WHAT YOU NEED TO DO -
Among these entries, how many lines contain "left"? Say the number and nothing else.
Start of SUPPLIED RECORDS
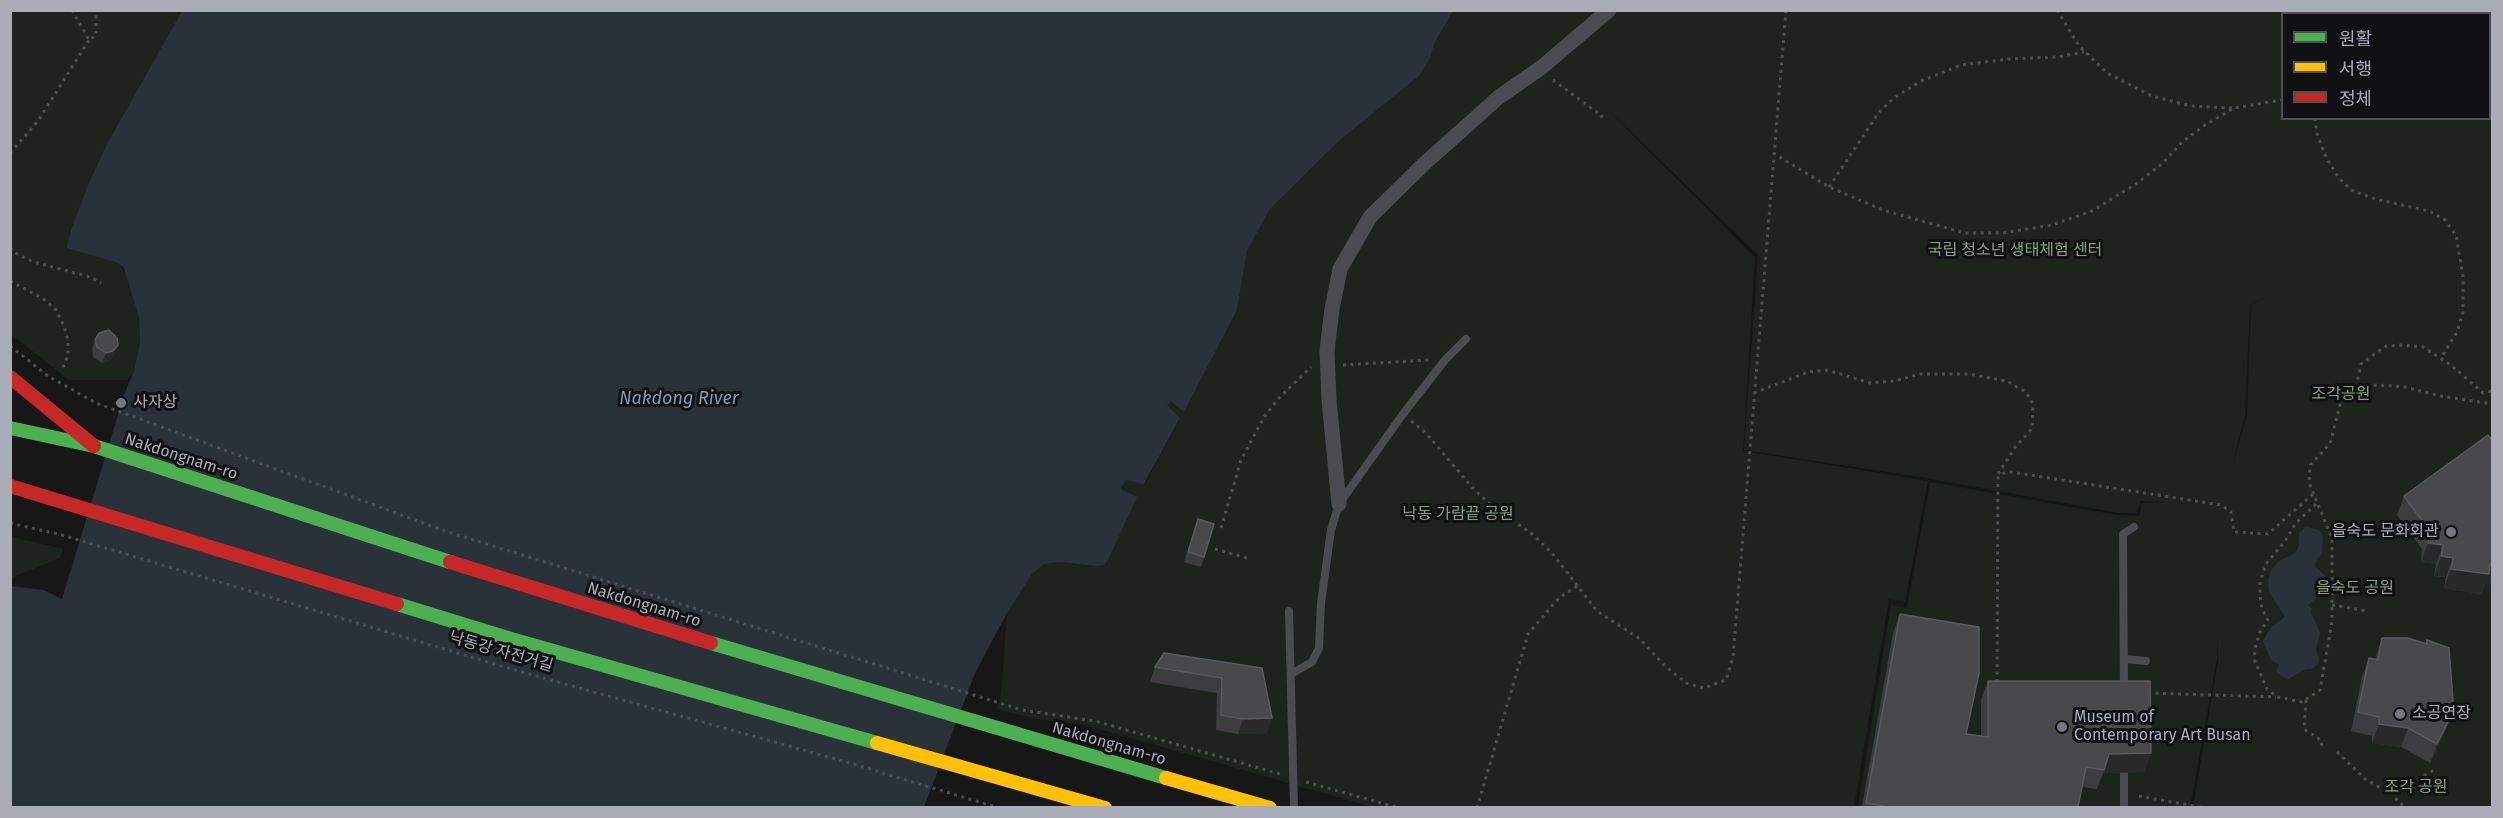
<!DOCTYPE html>
<html>
<head>
<meta charset="utf-8">
<style>
  body { margin:0 }
  #map { position:relative; width:2503px; height:818px; overflow:hidden; background:#171717; font-family:"Fira Sans","Noto Sans KR",sans-serif }
  canvas { display:block }
  .frame { position:absolute; inset:0; border:12px solid #a8adb8; pointer-events:none }
  .legend { position:absolute; left:2281px; top:12px; width:210px; height:108px; box-sizing:border-box; background:#111113; border:2px solid #4d4f55; margin:0; padding:8px 10px; list-style:none; font-size:18px; color:#a8adb8 }
  .legend li { display:flex; align-items:center; gap:12px; height:30px }
  .legend b { width:30px; border:2px solid #4d4f55 }
</style>
</head>
<body>
<div id="map">
<canvas width="2503" height="818"></canvas>
<div class="frame"></div>
<ul class="legend">
<li><b style="height:8px;background:#4caf50"></b>원활</li>
<li><b style="height:8px;background:#ffc107"></b>서행</li>
<li><b style="height:8px;background:#c62828"></b>정체</li>
</ul>
</div>
<script>
const c = document.querySelector('canvas').getContext('2d');
c.lineJoin = 'round';
function fillPath(path, color) { c.fillStyle = color; c.fill(path, 'evenodd'); }
const shape = rows => new Path2D(rows.map(r => 'M' + r).join(''));
function strokePath(path, color, width, dash) { c.strokeStyle = color; c.lineWidth = width; c.lineCap = dash ? 'butt' : 'round'; c.setLineDash(dash || []); c.stroke(path); }
function write(font, color, halo, rows, align = 'center') {
  c.font = font + ' "Fira Sans","Noto Sans KR",sans-serif'; c.lineWidth = 6; c.setLineDash([]); c.textBaseline = 'middle'; c.strokeStyle = halo; c.fillStyle = color; for (const [text, x, y, turn = 0] of rows) {
    c.save(); c.translate(x, y); c.rotate((+turn || 0) * Math.PI / 180); c.textAlign = isNaN(turn) ? turn : align; if (halo) c.strokeText(text, 0, 0); c.fillText(text, 0, 0); c.restore();
  }
}
const green = shape([
  [11,11,182,11,108,142,71,230,68,248,118,263,128,276,139,317,140,343,134,371,127,380,69,380,11,334],
  [1453,11,2492,11,2492,807,2193,807,2218,661,2217,631,2217,659,2190,807,1858,807,1891,605,1907,608,1930,482,2117,515,2139,516,2142,503,2171,502,2141,501,2137,513,2119,513,1927,478,1744,450,1758,255,1598,100,1755,257,1743,451,1928,481,1905,602,1889,599,1854,807,1372,807,1085,725,1035,719,997,709,1001,694,1007,613,1018,595,1032,574,1044,564,1059,562,1097,566,1109,558,1136,497,1121,489,1126,480,1145,484,1180,419,1166,405,1171,400,1184,412,1237,310,1247,251,1270,209,1340,140,1419,76,1429,60,1435,42],
  [2282,14,2490,14,2490,118,2282,118],
  [2273,293,2251,305,2247,415,2232,468,2245,415,2250,305],
  [10,536,63,549,60,558,11,578]
]);
const water = shape([
  [182,11,1453,11,1435,42,1429,60,1419,76,1340,140,1270,209,1247,251,1237,310,1184,412,1171,401,1167,405,1180,418,1144,484,1126,480,1121,489,1137,497,1109,558,1104,565,1097,566,1059,562,1044,564,1032,574,1007,613,975,673,924,807,11,808,11,586,43,590,62,599,124,395,134,371,140,343,139,317,124,268,118,263,67,248,67,246,71,230,89,183,108,142],
  [2306,527,2319,530,2323,537,2322,554,2317,559,2315,566,2325,576,2323,592,2308,605,2312,609,2311,612,2320,633,2316,650,2319,658,2318,664,2312,669,2306,669,2288,679,2281,676,2276,671,2279,665,2271,660,2263,641,2270,628,2285,617,2269,592,2268,580,2271,570,2279,561,2295,553,2299,546,2299,533]
]);
const path = shape([
  [72,10,89,40,96,36,96,10],
  [2057,10,2079,46,2107,73,2152,96,2191,106,2232,108],
  [2377,14,2378,10],
  [1553,80,1602,116,1600,118],
  [2315,118,2317,134,2326,157,2338,177,2351,190,2375,199,2429,211,2445,220,2456,235,2463,276,2463,312,2457,332,2441,358],
  [10,153,38,121,89,40],
  [1773,153,1829,187,1883,210,1965,233,2003,233,2052,225,2092,211,2136,184,2163,163,2181,143,2205,125,2234,108,2282,100],
  [1829,187,1879,112,1894,98,1921,81,1961,65,2009,59,2057,57,2084,52],
  [10,248,15,253,34,262,90,277,101,283],
  [10,281,42,298,56,310,64,326,68,340,68,355,62,370],
  [10,346,48,376,96,403,445,531,1022,710,1095,721,1280,774],
  [1343,365,1429,360],
  [2356,387,2361,364,2386,346,2402,345,2423,347,2451,365,2483,393,2492,391],
  [1754,393,1808,372,1827,370,1870,383,1895,381,1920,374,1969,374,2007,381,2026,392,2033,404,2032,429,2016,446,1998,474,2011,472,2221,505,2231,512,2234,532,2268,534,2313,494],
  [1411,421,1425,432,1471,486,1496,510,1530,532,1552,553,1597,611,1640,639,1664,665,1686,683,1704,688,1726,680,1733,657,1786,10],
  [2316,504,2296,523,2285,541,2266,564,2260,582,2260,595,2262,609,2268,620,2261,630,2256,644,2254,659,2267,689,2278,697,2302,702,2320,690,2332,622,2332,538,2309,483,2310,465,2330,444,2342,397,2356,387,2378,385,2405,387,2440,396,2492,404],
  [10,523,62,535,518,671,843,761,999,808],
  [1221,528,1241,460,1264,417,1280,397,1311,367],
  [1215,549,1247,558],
  [2332,605,2368,611],
  [1997,682,1998,474],
  [2148,693,2276,697],
  [2306,700,2304,729,2322,741,2321,750],
  [2491,735,2492,735],
  [2337,752,2365,779,2386,791,2397,791,2434,770],
  [1306,782,1399,808],
  [2397,791,2395,798,2406,808],
  [2139,796,2205,808],
  [1477,808,1528,634,1559,598,1577,586]
]);
const lane = shape([
  [1289,611,1294,808],
  [2124,659,2146,661],
  [1291,674,1312,662,1319,648,1321,603,1331,530,1339,504,1403,414,1445,360,1466,339],
  [2124,690,2123,534,2134,527],
  [2124,773,2124,808]
]);
const street = shape([
  [1339,504,1329,400,1327,351,1332,309,1340,269,1370,217,1425,163,1499,97,1542,67,1609,10]
]);
const fast = shape([
  [10,428,94,446,450,562],
  [397,604,511,639,877,743],
  [711,643,1166,778]
]);
const slow = shape([
  [877,743,1105,808],
  [1166,778,1270,808]
]);
const jam = shape([
  [10,377,94,446],
  [10,486,397,604],
  [450,562,711,643]
]);
const wall = shape([
  [95,340,118,345,114,355,109,361,102,363,93,357,92,350],
  [2404,496,2485,584,2481,594,2444,588,2446,577,2434,576,2436,564,2421,562,2422,549,2397,515],
  [1198,519,1204,557,1201,567,1184,562],
  [1900,614,1966,734,1981,736,1981,700,1988,681,2151,753,2144,772,2103,773,2097,789,2082,787,2078,807,1862,807,1893,633],
  [2382,638,2426,644,2427,640,2448,722,2441,741,2430,763,2401,747,2372,743,2372,736,2351,731,2362,677,2369,658,2375,659],
  [1155,667,1262,668,1267,733,1238,734,1216,730,1217,693,1150,682]
]);
const shadedWall = shape([
  [118,345,114,355,109,361,102,363,106,353],
  [2428,543,2443,545,2436,564,2421,562],
  [2441,556,2453,558,2446,577,2434,576],
  [2490,564,2493,565,2493,585,2485,584,2481,594,2444,588,2451,569],
  [1272,718,1267,733,1238,734,1243,719],
  [2448,722,2441,741,2430,763,2437,744],
  [2379,724,2408,728,2401,747,2372,743],
  [2151,753,2144,772,2103,773,2109,754]
]);
const building = shape([
  [109,330,117,338,118,345,113,351,106,353,97,347,95,340,99,333,109,330],
  [2488,435,2493,442,2493,565,2490,564,2489,574,2451,569,2453,558,2441,556,2443,545,2428,543,2429,530,2404,496,2488,435],
  [1198,519,1214,524,1204,557,1188,552,1198,519],
  [1900,614,1979,627,1979,673,1966,734,1988,737,1988,681,2150,681,2151,753,2109,754,2104,770,2086,767,2078,807,1888,807,1866,803,1900,614],
  [2382,638,2408,638,2427,644,2427,640,2449,648,2453,701,2448,722,2437,744,2408,728,2379,724,2379,717,2358,712,2369,658,2378,660,2382,638],
  [1164,653,1262,668,1272,718,1243,719,1221,715,1222,678,1155,667,1164,653]
]);
const markers = [
  [121,403,6,"#757880"],
  [2451,532,6,"#757880"],
  [2400,714,6,"#757880"],
  [2062,727,6,"#757880"]
];
const parkNames = [
  ["국립 청소년 생태체험 센터",2015,251],
  ["조각공원",2341,395],
  ["낙동 가람끝 공원",1458,515],
  ["을숙도 공원",2355,589],
  ["조각 공원",2416,788]
];
const poiNames = [
  ["사자상",133,403],
  ["을숙도 문화회관",2439,532,"right"],
  ["소공연장",2412,714],
  ["Museum of",2074,718],
  ["Contemporary Art Busan",2074,736]
];
const streetNames = [
  ["Nakdongnam-ro",181,457,18],
  ["Nakdongnam-ro",644,605,17],
  ["낙동강 자전거길",501,652,16],
  ["Nakdongnam-ro",1109,744,16]
];
const waterNames = [
  ["Nakdong River",679,399]
];
fillPath(green, '#1d241e');
fillPath(water, '#2a3239');
strokePath(path, '#4d4e52', 3, [3, 4.5]);
strokePath(lane, '#4b4c50', 8);
strokePath(street, '#4b4c50', 15);
strokePath(fast, '#4caf50', 14);
strokePath(slow, '#ffc107', 14);
strokePath(jam, '#c62828', 14);
fillPath(wall, '#3d3d3f');
fillPath(shadedWall, '#29292a');
fillPath(building, '#49494c');
strokePath(building, '#58595d', 1.5);
for (const [x, y, r, color] of markers) { const dot = new Path2D(); dot.arc(x, y, r, 0, 2 * Math.PI); c.fillStyle = color; c.fill(dot); strokePath(dot, '#111113', 2); }
write('16px', '#7fa381', '#111113', parkNames);
write('16px', '#a8adb8', '#111113', poiNames, 'left');
write('16px', '#a8adb8', '#111113', streetNames);
write('italic 18px', '#7f9bb3', '#111113', waterNames);
</script>
</body>
</html>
End of SUPPLIED RECORDS
WORKED SOLUTION -
2